For the records that follow, please set down exactly the lines between the one holding "transform-origin:6px; border-radius:6px; background:#5eb3da" and the one holding "translate:-50% -50%; white-space:nowrap;", inclusive, and only those.

(Collected data entries)
..........
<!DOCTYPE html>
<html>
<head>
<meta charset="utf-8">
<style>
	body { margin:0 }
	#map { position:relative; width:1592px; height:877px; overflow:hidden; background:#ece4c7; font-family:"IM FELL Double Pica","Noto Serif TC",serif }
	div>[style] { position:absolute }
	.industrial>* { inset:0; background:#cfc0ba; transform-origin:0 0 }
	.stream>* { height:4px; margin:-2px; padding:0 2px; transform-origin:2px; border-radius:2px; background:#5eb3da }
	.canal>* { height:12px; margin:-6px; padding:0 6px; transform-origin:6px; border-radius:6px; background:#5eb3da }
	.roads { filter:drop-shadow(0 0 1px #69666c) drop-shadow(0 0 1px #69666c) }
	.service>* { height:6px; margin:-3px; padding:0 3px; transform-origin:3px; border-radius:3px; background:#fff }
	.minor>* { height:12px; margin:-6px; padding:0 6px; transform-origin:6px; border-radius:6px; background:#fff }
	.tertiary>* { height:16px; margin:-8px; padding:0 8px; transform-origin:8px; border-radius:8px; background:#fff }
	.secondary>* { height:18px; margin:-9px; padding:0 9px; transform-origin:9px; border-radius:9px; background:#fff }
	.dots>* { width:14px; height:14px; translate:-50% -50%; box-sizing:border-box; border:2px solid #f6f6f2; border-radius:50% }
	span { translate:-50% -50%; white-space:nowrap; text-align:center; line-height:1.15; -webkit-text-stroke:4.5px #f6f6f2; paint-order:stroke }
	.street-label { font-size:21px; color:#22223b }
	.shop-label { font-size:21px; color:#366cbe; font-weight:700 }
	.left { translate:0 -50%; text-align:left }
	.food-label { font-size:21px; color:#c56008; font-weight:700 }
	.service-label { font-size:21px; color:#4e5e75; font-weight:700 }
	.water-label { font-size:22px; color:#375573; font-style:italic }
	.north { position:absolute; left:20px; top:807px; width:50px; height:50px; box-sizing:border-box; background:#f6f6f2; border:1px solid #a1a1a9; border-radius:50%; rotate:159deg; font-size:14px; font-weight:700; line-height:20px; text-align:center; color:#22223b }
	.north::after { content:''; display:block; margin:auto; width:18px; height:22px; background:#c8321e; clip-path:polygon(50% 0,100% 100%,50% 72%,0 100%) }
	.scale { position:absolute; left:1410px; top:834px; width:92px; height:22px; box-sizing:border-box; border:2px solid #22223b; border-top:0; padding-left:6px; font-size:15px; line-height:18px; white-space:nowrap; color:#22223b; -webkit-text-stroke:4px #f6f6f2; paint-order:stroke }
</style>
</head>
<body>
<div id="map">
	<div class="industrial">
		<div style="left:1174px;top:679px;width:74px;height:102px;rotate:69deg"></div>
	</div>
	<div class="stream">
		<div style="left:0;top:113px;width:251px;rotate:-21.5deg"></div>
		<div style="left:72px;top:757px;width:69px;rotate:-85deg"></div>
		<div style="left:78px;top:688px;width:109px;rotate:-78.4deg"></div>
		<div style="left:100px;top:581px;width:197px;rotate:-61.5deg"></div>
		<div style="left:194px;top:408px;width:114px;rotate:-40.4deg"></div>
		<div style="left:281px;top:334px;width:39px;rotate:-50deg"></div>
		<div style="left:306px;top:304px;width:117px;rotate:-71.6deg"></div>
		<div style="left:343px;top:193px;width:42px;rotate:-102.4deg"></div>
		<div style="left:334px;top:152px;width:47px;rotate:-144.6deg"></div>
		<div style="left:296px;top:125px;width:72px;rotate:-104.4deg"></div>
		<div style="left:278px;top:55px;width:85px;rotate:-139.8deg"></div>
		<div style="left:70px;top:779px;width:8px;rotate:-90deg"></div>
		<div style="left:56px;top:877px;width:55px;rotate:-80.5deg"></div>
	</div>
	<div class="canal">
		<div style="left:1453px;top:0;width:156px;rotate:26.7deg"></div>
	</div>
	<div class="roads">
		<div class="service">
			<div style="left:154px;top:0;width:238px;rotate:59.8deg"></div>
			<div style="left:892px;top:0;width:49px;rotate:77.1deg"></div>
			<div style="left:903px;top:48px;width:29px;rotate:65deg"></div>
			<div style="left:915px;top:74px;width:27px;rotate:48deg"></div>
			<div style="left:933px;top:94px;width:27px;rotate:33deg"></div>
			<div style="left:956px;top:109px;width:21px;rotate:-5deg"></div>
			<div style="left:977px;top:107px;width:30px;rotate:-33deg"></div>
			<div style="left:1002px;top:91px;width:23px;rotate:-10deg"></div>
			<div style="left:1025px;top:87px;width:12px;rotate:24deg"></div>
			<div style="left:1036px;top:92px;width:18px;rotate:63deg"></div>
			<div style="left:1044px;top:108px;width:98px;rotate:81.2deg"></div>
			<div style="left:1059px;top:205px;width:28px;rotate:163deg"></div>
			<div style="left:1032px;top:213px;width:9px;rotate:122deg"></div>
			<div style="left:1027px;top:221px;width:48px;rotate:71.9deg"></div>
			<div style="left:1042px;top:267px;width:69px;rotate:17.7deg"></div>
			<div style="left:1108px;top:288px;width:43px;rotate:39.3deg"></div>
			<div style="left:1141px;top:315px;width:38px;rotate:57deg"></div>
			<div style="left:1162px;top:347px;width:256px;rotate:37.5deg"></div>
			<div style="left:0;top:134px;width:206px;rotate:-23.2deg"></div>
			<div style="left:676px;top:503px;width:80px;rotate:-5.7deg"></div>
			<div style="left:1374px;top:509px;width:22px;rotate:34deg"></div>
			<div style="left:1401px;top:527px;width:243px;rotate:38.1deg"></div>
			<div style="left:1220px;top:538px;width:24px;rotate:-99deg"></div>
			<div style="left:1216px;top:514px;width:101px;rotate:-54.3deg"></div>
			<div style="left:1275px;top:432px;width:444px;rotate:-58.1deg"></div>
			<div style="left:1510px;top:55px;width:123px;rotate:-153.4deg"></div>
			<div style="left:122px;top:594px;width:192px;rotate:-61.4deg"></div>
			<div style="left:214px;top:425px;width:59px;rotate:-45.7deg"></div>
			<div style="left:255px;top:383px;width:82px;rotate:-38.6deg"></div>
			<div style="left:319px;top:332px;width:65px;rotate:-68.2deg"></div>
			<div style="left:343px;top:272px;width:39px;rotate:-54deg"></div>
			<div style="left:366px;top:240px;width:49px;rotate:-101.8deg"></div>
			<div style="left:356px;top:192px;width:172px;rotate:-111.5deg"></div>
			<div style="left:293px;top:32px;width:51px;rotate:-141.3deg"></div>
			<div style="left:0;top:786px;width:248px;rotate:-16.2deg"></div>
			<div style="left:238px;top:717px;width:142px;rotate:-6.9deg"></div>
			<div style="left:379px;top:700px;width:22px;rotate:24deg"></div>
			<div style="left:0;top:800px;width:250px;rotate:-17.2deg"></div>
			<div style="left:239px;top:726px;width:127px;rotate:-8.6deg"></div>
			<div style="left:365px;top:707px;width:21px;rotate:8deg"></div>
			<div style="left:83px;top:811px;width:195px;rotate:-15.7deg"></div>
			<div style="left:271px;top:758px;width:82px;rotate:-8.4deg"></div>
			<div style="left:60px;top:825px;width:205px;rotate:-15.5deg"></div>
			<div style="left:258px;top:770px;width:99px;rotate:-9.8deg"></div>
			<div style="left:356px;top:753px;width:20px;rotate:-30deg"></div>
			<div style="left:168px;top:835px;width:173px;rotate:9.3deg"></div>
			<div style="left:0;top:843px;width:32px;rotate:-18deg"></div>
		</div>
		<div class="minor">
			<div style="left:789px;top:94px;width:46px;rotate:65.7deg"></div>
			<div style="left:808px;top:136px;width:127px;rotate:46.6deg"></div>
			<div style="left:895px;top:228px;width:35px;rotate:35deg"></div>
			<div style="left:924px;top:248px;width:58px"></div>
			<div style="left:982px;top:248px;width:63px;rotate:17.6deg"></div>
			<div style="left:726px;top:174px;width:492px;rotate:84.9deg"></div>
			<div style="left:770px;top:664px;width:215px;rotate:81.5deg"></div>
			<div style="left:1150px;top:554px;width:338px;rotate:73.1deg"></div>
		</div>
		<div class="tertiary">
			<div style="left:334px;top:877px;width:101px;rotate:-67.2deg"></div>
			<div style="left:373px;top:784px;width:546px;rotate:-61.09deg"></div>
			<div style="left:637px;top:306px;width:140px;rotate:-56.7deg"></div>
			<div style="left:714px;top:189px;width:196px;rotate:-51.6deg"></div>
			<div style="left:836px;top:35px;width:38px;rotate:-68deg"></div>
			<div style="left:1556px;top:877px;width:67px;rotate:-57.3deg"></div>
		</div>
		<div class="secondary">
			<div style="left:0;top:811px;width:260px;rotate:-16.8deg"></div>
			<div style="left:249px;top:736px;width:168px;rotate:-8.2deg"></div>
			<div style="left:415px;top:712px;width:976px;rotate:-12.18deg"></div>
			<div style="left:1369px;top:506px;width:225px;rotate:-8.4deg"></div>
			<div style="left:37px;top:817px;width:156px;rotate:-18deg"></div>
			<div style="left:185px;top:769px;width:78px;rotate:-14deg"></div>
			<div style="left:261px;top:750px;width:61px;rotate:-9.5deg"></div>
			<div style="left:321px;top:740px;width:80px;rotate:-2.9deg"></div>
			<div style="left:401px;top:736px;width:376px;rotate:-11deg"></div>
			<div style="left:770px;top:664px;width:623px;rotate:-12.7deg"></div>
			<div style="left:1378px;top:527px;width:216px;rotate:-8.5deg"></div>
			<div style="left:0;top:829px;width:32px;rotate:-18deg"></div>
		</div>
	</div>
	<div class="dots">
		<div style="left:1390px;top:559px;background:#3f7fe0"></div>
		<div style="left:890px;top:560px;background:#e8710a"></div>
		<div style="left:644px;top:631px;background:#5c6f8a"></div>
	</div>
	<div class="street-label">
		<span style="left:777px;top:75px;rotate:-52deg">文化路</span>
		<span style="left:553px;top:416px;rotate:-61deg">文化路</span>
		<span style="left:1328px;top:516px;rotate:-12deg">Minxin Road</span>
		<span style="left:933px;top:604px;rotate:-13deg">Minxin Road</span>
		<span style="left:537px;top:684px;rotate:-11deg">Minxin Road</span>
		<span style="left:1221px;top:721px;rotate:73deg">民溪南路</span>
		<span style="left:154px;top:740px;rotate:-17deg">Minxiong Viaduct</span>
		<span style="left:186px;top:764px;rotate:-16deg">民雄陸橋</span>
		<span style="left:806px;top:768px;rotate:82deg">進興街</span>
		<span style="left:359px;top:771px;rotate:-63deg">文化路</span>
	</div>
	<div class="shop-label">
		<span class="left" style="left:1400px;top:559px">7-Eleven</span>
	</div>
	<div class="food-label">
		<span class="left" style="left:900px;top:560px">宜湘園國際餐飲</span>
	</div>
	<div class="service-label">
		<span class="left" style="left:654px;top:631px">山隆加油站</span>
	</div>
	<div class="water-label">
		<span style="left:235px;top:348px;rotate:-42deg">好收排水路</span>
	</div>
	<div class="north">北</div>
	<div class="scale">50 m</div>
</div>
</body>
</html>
..........
▶ [Worked solution]
	.canal>* { height:12px; margin:-6px; padding:0 6px; transform-origin:6px; border-radius:6px; background:#5eb3da }
	.roads { filter:drop-shadow(0 0 1px #69666c) drop-shadow(0 0 1px #69666c) }
	.service>* { height:6px; margin:-3px; padding:0 3px; transform-origin:3px; border-radius:3px; background:#fff }
	.minor>* { height:12px; margin:-6px; padding:0 6px; transform-origin:6px; border-radius:6px; background:#fff }
	.tertiary>* { height:16px; margin:-8px; padding:0 8px; transform-origin:8px; border-radius:8px; background:#fff }
	.secondary>* { height:18px; margin:-9px; padding:0 9px; transform-origin:9px; border-radius:9px; background:#fff }
	.dots>* { width:14px; height:14px; translate:-50% -50%; box-sizing:border-box; border:2px solid #f6f6f2; border-radius:50% }
	span { translate:-50% -50%; white-space:nowrap; text-align:center; line-height:1.15; -webkit-text-stroke:4.5px #f6f6f2; paint-order:stroke }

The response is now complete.